Partition models based on the octanol-air partition coefficients and associated quantitative structure-activity relationships (QSARs) have been developed to describe the triggering of odor detection, nasal irritation, and narcosis by common volatile organic compounds (VOCs). This study made use of the QSARs developed by Hau and Connell (1998), Indoor Air 8, 23-33) and Hau et al. (1999a, Toxicol. Sci. 47, 93-98; 1999b, Environ. Toxicol. Pharmacol. 7, 159-167) to predict the odor thresholds, nasal pungency thresholds, and anesthetic potency in humans for four groups of VOCs, namely, alkanes, alcohols, ketones, and acetates. The predicted outcomes with their estimated variability were used to evaluate the relevant guidelines on the airborne concentrations of these test groups. Threshold limit values (TLVs) for the test compounds were found to be generally capable of offering adequate protection against nasal pungency and narcosis, except for the higher alcohols (C6-C8) and sec-amyl acetate. The QSARs can also be used to set tentative guidelines for those compounds not having a TLV; values of 5 and 75 ppm were proposed for heptan-1-ol and dibutyl ketone respectively as examples.

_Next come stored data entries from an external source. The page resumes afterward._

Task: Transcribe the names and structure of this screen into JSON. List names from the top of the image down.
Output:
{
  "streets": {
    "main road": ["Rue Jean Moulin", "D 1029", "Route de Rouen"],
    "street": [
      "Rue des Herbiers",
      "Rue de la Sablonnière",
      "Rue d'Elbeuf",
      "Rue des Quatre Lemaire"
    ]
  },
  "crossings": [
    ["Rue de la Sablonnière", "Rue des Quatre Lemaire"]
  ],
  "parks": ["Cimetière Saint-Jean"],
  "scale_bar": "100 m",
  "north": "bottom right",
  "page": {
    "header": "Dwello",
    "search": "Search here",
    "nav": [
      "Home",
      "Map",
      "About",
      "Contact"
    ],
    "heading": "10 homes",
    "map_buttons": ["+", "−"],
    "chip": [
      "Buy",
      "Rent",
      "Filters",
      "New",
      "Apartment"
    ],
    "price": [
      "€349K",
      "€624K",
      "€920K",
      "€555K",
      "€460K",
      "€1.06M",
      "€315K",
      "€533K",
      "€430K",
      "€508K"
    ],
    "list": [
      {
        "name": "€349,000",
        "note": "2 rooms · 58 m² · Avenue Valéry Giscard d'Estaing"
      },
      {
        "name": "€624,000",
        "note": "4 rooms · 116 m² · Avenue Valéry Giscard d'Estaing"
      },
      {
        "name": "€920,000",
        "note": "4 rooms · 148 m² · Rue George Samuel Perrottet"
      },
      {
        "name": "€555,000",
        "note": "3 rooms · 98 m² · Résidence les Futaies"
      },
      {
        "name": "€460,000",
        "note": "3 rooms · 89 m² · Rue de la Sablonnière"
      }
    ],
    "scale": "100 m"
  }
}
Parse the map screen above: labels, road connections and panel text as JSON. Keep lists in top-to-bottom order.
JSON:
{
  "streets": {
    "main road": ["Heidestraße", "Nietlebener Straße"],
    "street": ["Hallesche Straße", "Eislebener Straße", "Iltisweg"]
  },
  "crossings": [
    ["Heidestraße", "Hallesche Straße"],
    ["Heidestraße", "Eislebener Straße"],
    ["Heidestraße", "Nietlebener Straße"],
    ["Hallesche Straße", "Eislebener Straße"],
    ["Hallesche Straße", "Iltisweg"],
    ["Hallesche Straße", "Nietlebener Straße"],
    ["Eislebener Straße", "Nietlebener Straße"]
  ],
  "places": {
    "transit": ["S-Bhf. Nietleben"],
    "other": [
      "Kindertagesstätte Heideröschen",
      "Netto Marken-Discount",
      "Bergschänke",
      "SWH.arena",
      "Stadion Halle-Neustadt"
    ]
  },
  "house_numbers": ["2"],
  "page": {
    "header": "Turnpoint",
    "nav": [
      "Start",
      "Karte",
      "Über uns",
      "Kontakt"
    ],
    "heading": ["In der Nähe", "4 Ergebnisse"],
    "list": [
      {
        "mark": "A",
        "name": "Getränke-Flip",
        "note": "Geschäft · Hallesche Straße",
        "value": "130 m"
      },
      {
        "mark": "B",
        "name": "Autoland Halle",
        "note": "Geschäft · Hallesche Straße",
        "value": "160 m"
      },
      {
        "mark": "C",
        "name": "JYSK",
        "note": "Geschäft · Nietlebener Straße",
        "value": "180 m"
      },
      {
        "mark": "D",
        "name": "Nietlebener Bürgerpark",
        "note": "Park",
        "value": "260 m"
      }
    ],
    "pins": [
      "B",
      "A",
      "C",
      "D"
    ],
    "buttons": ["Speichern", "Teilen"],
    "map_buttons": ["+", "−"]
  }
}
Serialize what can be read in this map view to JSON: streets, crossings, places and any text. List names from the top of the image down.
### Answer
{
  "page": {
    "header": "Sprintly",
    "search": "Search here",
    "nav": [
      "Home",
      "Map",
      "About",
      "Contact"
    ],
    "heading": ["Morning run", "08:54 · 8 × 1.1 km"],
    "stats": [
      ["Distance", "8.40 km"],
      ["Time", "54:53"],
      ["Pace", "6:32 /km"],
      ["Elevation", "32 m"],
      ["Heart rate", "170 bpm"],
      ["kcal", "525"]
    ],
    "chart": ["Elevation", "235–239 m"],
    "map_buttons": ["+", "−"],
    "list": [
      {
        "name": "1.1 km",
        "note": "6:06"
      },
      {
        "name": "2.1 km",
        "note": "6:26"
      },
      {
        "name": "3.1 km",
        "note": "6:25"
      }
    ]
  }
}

Quantitative structure-activity relationships for nasal pungency thresholds of volatile organic compounds.

A model was developed for describing the triggering of nasal pungency in humans, based on the partition of volatile organic compounds (VOCs) between the air phase and the biophase. Two partition parameters are used in the model: the water-air partition coefficient and the octanol-water partition coefficient. The model was validated using data from the literature, principally on alcohols, acetates and ketones. The model suggests that all test compounds, regardless of their chemical functional groups, bind to a common receptor site within the hydrophobic interior of the bilayer membrane of the trigeminal nerve endings. There is probably only a slight, non-specific interaction between the VOC molecule and the receptor molecule, whereas this type of non-specific interaction for the detection of odor is much stronger. In practical terms, the suggestion that all VOCs share a common irritation receptor site implies that nasal-pungency thresholds of individual VOCs may be additive. Quantitative structure-activity relationships (QSARs) for nasal-pungency thresholds were also developed from the model, which can be used to predict nasal-pungency thresholds of common VOCs. Although the present model does not offer additional precision over that of M.H. Abraham et al., 1996, Fundam. Appl. Toxicol. 31, 71-76, it requires fewer descriptors and offers a physiological basis to the QSAR. Another advantage of the present model is that it also provides a basis for comparison between the olfactory process and nasal pungency.

Mechanism of acute inhalation toxicity of alkanes and aliphatic alcohols.

This study investigated the mechanism of non-specific toxicity of non-reactive volatile organic compounds by using data reported in the literature. Inhalation toxicity data, in terms of LC(50) for alcohols and alkanes in rodents, were examined in relation to their partitioning behaviour in the biological system. Regression analysis of the data showed that, after the elimination of the kinetic influence in the absorption process, lethal toxicity increases linearly with the octanol-air partition coefficient in a homologous series. Comparing this relationship with that for anaesthesia, it could be concluded that lethal toxicity of the test chemical series probably acts on the lipid bilayer plasma membrane through a non-specific biophysical mechanism similar to anaesthesia. The critical concentration hypothesis appears to be valid for lethal toxicity of the test series. It was also shown that toxicity data for the test series by other routes, namely oral, intraperitoneal and intravenous, give a similar toxicity-partition relationship to that by inhalation.